The 4th (Meerut) Cavalry Brigade was a cavalry brigade of the British Indian Army that formed part of the Indian Army during the First World War.  It was formed as 14th (Meerut) Cavalry Brigade in November 1914 to replace the original Meerut Cavalry Brigade that had been mobilized as the 7th (Meerut) Cavalry Brigade for service on the Western Front.  It remained in India throughout the war, before taking part in the Third Anglo-Afghan War in 1919.
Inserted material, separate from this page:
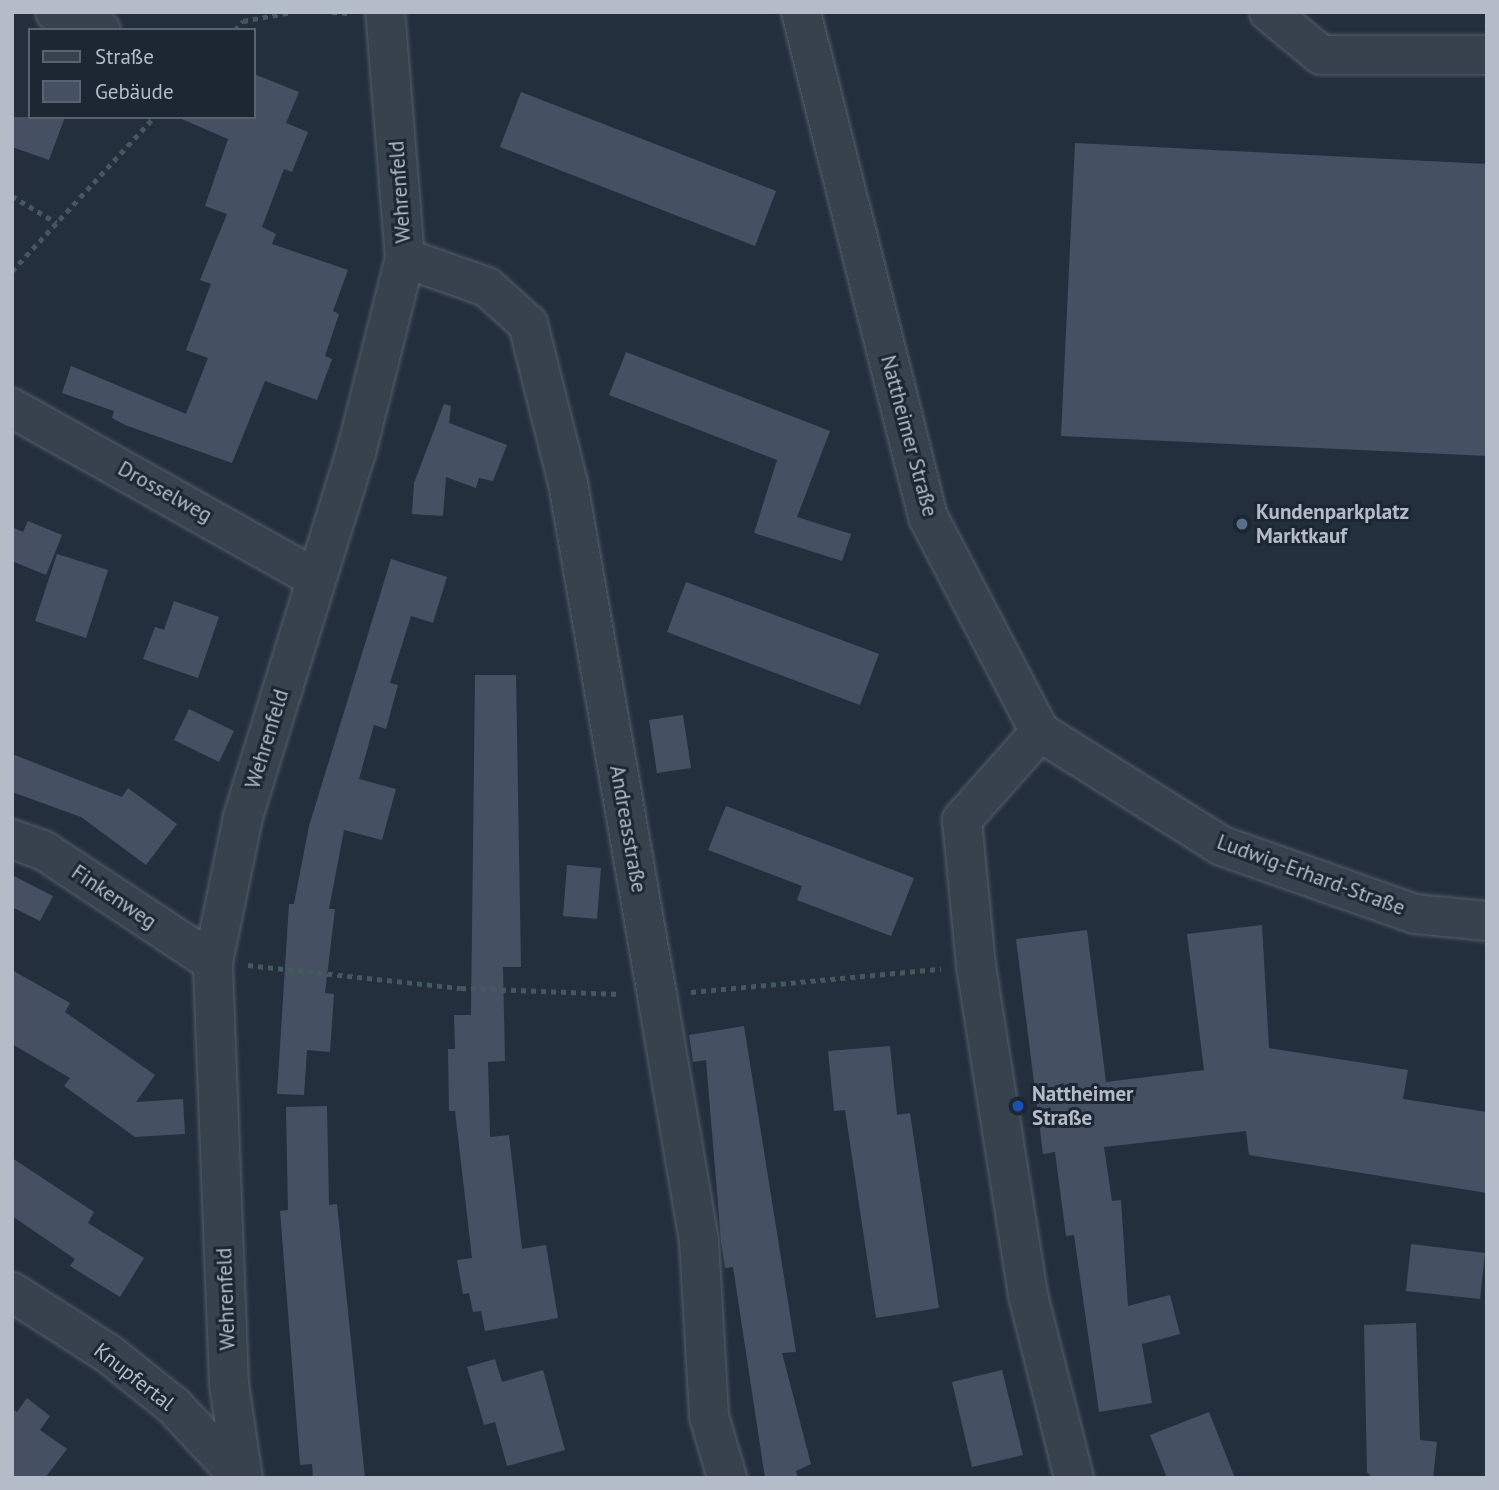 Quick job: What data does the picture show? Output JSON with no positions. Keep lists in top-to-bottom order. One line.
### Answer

The brigade continued to exist between the wars and by September 1939 it was designated 3rd (Meerut) Cavalry Brigade.  It briefly served as part of the Indian Army during the Second World War before being broken up in February 1940.

History

First World War
At the outbreak of the First World War, the Meerut Cavalry Brigade was part of the 7th (Meerut) Division.  It was mobilized in August 1914 as the 7th (Meerut) Cavalry Brigade, assigned to the newly formed 2nd Indian Cavalry Division and sailed from Bombay on 19 October for the Western Front.  Likewise, the 7th (Meerut) Division was transferred to France in August 1914.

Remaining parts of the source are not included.